• **BRIEF**:
Using the material below, print the line that contains "display:flex; flex-direction:column; width:108px;", the line that contains "fill:none; stroke-linecap:round; stroke-linejoin:round", and every line in between, exactly and nothing else.

• **THE INPUT**:
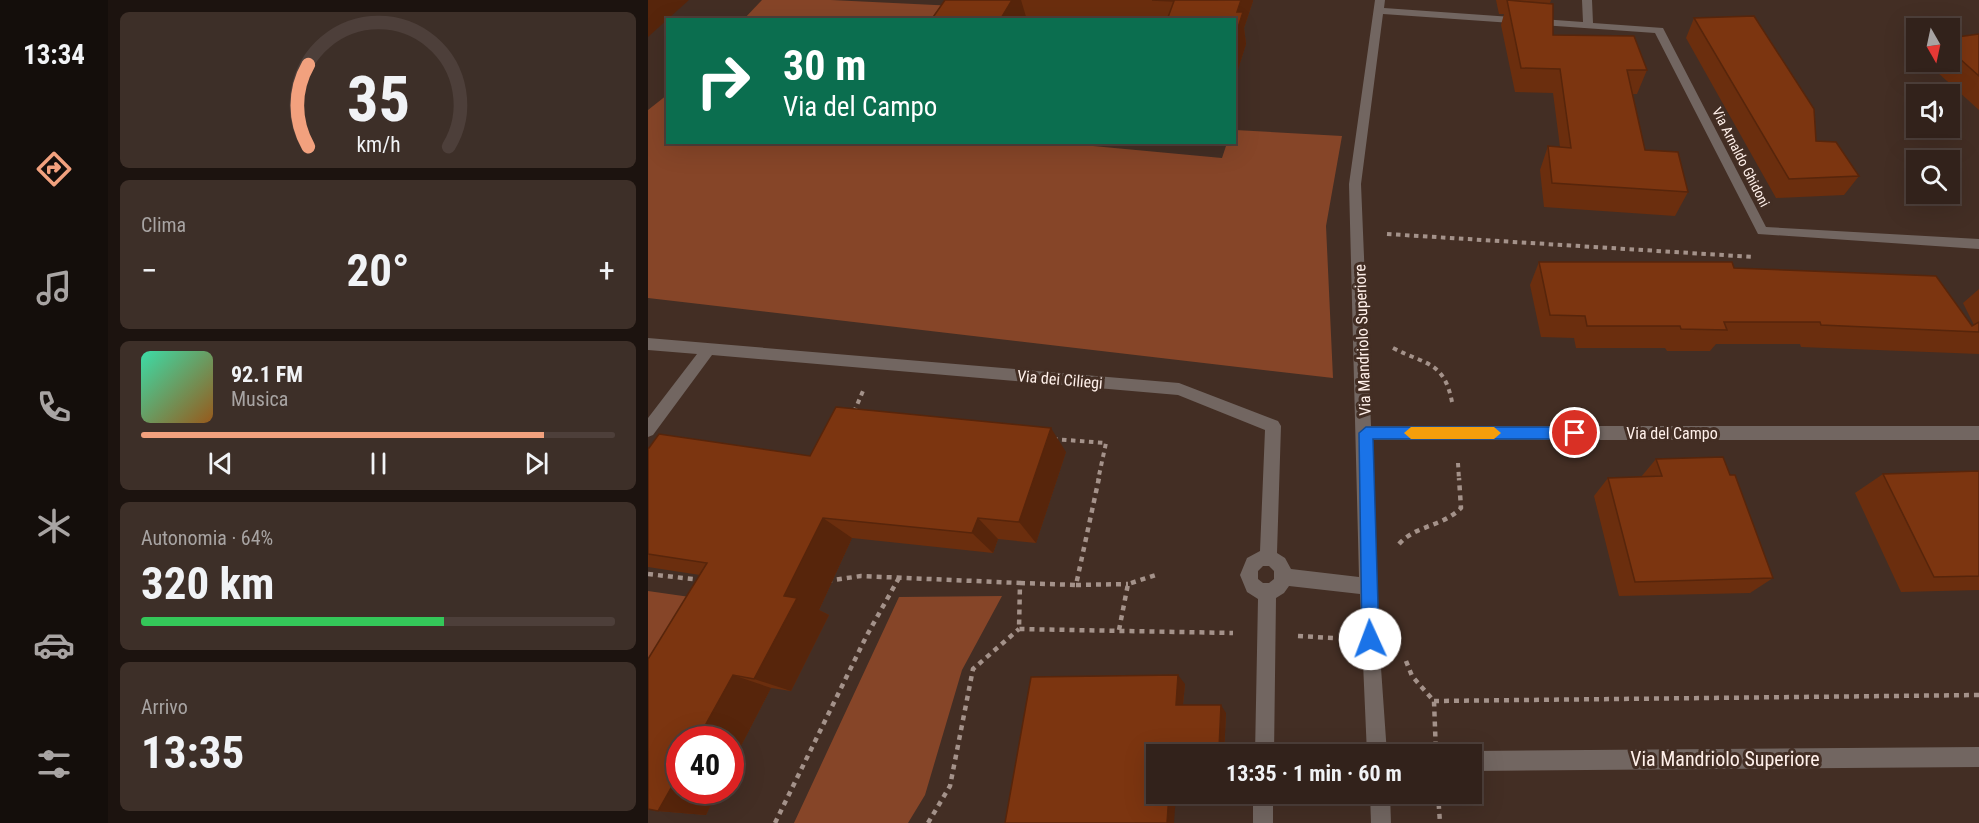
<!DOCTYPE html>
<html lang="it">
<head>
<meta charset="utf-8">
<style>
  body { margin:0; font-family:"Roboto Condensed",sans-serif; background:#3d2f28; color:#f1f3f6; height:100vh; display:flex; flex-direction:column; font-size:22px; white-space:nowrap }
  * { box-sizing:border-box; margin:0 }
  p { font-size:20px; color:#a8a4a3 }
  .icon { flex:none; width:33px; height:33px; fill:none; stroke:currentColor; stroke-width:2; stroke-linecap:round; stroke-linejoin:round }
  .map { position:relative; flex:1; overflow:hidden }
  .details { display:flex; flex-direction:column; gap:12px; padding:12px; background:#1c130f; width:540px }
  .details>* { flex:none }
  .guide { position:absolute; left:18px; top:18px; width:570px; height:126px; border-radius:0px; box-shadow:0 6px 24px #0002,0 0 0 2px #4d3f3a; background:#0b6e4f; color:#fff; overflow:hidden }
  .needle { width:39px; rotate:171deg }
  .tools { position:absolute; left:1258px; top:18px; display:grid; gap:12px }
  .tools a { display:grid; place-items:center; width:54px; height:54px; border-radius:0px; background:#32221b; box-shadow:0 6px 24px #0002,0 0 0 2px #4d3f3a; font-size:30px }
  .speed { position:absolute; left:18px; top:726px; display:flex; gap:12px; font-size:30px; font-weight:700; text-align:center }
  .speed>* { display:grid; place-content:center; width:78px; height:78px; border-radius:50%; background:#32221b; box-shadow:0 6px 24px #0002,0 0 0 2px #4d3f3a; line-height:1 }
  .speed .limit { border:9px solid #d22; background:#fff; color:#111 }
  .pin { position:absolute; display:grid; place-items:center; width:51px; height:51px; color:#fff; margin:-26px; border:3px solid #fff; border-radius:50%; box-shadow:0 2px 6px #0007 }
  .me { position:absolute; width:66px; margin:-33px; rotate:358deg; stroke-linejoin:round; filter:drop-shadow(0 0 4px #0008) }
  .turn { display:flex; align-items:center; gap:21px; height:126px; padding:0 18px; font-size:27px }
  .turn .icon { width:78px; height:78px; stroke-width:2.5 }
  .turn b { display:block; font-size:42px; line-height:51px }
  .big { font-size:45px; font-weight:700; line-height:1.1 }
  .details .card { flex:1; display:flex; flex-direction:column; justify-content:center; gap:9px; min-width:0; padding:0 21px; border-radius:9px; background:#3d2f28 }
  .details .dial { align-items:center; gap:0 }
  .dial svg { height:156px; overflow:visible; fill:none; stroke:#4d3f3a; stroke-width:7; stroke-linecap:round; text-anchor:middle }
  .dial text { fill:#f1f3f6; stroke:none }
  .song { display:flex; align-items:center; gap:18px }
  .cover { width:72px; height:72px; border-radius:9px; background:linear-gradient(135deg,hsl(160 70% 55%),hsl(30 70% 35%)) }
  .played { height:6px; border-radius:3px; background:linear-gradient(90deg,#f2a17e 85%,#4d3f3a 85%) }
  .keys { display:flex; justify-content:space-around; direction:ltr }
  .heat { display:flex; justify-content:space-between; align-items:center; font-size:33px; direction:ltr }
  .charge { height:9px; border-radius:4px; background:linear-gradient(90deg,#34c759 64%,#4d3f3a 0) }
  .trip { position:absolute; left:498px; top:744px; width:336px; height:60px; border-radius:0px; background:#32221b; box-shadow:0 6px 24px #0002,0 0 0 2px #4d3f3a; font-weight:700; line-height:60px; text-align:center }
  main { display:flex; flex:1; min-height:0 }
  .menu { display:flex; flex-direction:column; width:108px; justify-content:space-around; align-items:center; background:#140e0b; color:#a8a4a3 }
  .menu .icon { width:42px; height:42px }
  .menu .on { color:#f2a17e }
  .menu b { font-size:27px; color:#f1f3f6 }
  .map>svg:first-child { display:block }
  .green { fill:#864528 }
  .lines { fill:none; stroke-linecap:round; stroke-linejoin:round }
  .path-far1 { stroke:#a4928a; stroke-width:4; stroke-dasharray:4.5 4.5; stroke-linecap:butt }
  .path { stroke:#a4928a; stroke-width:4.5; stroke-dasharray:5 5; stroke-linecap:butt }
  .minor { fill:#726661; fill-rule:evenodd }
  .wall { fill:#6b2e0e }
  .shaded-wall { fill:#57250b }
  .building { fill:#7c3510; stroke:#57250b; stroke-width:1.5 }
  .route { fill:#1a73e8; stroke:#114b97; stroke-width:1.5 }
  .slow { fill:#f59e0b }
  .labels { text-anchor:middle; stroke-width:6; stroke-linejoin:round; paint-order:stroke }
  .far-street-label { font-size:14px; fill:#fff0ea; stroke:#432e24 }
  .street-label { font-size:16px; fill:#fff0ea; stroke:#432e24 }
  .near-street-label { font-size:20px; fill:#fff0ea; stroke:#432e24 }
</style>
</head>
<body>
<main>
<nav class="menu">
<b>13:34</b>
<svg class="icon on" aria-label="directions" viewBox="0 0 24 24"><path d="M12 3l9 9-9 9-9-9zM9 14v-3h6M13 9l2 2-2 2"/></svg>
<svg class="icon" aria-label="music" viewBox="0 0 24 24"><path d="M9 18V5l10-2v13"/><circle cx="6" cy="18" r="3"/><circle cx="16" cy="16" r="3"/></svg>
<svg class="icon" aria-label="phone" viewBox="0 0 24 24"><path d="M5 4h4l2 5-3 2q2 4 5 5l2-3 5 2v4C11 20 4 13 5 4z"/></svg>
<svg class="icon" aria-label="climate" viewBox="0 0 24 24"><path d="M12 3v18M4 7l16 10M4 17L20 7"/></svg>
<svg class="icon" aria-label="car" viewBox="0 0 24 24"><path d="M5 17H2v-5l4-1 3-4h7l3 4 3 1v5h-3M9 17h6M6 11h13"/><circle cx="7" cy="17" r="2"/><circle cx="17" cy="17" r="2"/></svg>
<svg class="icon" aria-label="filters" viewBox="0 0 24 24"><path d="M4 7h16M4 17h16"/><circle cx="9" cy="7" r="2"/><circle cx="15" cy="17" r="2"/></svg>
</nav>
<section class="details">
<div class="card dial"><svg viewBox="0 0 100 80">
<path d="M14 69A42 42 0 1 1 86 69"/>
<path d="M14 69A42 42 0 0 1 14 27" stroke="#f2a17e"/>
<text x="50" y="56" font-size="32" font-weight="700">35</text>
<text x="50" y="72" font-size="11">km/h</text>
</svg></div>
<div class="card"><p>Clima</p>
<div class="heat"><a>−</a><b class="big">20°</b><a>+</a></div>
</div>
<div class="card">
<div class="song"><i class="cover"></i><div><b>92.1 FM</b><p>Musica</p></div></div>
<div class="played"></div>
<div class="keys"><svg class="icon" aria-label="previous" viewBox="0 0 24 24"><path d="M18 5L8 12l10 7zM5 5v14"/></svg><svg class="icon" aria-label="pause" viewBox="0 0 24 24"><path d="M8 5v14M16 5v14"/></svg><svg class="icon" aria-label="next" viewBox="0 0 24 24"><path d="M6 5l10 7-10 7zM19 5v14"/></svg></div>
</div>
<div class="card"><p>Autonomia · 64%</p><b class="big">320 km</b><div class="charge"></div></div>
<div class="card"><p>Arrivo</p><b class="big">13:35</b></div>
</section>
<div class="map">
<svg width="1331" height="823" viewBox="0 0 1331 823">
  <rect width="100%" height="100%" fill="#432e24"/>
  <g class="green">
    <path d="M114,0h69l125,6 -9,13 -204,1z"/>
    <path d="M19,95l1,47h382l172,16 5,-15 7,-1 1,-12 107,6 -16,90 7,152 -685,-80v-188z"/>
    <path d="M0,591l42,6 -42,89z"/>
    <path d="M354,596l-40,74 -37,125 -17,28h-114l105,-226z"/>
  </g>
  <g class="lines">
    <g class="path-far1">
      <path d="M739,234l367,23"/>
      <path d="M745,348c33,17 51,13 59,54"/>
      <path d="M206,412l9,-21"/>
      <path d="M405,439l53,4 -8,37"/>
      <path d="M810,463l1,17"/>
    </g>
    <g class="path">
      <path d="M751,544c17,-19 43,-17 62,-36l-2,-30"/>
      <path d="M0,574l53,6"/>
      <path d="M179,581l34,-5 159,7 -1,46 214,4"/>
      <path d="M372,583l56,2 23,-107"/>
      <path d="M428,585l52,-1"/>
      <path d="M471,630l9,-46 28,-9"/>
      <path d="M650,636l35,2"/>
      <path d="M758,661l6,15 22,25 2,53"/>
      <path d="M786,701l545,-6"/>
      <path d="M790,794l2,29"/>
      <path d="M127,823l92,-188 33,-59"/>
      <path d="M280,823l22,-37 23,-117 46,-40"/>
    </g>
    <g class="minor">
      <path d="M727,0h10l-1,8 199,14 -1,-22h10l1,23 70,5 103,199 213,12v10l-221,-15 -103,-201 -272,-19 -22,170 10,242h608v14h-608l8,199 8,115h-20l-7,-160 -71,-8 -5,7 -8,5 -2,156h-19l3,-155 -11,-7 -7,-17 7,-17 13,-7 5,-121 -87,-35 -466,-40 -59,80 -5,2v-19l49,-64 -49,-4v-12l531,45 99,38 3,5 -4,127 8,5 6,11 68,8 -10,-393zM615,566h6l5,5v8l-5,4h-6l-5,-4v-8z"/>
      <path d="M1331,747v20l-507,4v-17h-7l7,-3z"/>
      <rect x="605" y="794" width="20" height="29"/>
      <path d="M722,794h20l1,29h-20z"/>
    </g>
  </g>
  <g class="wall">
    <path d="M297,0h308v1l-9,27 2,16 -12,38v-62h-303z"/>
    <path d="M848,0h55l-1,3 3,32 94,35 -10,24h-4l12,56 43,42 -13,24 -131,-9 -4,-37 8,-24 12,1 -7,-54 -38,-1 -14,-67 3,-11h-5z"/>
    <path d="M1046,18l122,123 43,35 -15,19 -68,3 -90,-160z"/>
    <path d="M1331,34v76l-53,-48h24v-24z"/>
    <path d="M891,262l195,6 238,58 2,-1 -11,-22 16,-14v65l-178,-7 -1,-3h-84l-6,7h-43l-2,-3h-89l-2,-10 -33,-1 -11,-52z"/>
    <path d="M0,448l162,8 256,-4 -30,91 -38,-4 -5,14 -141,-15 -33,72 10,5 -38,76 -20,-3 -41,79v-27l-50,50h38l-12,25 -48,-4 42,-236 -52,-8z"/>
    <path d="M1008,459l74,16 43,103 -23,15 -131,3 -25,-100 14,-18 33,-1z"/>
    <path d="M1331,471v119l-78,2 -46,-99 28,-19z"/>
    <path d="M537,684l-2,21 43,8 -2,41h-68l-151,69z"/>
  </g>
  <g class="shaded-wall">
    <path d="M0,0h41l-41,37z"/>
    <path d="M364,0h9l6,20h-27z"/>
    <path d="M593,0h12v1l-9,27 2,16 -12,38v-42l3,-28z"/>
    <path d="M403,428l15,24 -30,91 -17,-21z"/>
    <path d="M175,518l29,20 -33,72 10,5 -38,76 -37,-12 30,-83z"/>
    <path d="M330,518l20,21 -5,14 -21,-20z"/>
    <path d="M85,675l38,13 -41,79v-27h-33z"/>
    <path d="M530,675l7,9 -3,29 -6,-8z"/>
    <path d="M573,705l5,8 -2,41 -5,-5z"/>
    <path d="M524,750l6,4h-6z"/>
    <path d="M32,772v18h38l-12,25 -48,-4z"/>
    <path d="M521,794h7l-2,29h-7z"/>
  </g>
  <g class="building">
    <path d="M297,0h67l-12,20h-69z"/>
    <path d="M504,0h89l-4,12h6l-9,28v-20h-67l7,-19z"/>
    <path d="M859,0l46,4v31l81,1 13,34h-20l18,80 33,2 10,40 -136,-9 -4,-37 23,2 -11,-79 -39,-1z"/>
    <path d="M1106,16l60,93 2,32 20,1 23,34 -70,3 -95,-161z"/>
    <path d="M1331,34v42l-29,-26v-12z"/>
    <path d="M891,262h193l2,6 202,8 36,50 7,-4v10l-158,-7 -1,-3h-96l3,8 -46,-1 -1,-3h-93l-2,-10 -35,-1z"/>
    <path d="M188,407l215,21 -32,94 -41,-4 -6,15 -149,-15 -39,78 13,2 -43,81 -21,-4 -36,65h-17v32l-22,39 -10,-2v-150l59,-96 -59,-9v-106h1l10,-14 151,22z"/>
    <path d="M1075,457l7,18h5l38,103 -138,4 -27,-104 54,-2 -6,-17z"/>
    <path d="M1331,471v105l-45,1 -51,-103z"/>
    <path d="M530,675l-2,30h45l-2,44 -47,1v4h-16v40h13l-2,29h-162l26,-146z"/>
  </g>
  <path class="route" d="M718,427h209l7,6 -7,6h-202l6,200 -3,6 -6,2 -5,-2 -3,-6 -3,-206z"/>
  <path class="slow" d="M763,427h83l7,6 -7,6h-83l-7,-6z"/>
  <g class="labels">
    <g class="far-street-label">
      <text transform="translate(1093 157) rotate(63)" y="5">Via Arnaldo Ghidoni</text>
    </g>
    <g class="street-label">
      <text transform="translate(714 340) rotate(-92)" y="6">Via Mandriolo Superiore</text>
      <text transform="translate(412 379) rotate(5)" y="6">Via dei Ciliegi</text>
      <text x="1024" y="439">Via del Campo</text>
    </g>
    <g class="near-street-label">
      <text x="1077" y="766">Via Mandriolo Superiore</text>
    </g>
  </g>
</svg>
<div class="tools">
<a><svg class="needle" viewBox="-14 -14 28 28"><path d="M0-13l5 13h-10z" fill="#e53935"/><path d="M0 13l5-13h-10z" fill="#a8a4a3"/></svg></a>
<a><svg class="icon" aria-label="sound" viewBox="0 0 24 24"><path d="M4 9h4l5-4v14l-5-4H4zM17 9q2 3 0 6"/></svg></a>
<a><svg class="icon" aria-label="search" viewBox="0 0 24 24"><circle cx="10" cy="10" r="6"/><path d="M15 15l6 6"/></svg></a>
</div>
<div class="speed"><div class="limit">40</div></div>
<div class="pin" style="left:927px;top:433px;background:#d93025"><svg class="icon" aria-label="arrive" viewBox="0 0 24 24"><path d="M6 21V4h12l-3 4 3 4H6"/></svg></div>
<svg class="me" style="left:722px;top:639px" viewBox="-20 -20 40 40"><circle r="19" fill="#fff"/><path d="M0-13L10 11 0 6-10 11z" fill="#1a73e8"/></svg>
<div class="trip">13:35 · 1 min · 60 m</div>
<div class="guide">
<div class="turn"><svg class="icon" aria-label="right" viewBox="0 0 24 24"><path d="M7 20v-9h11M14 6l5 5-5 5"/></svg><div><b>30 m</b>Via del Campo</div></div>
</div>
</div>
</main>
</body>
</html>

• **ANSWER TO THIS TASK**:
  .menu { display:flex; flex-direction:column; width:108px; justify-content:space-around; align-items:center; background:#140e0b; color:#a8a4a3 }
  .menu .icon { width:42px; height:42px }
  .menu .on { color:#f2a17e }
  .menu b { font-size:27px; color:#f1f3f6 }
  .map>svg:first-child { display:block }
  .green { fill:#864528 }
  .lines { fill:none; stroke-linecap:round; stroke-linejoin:round }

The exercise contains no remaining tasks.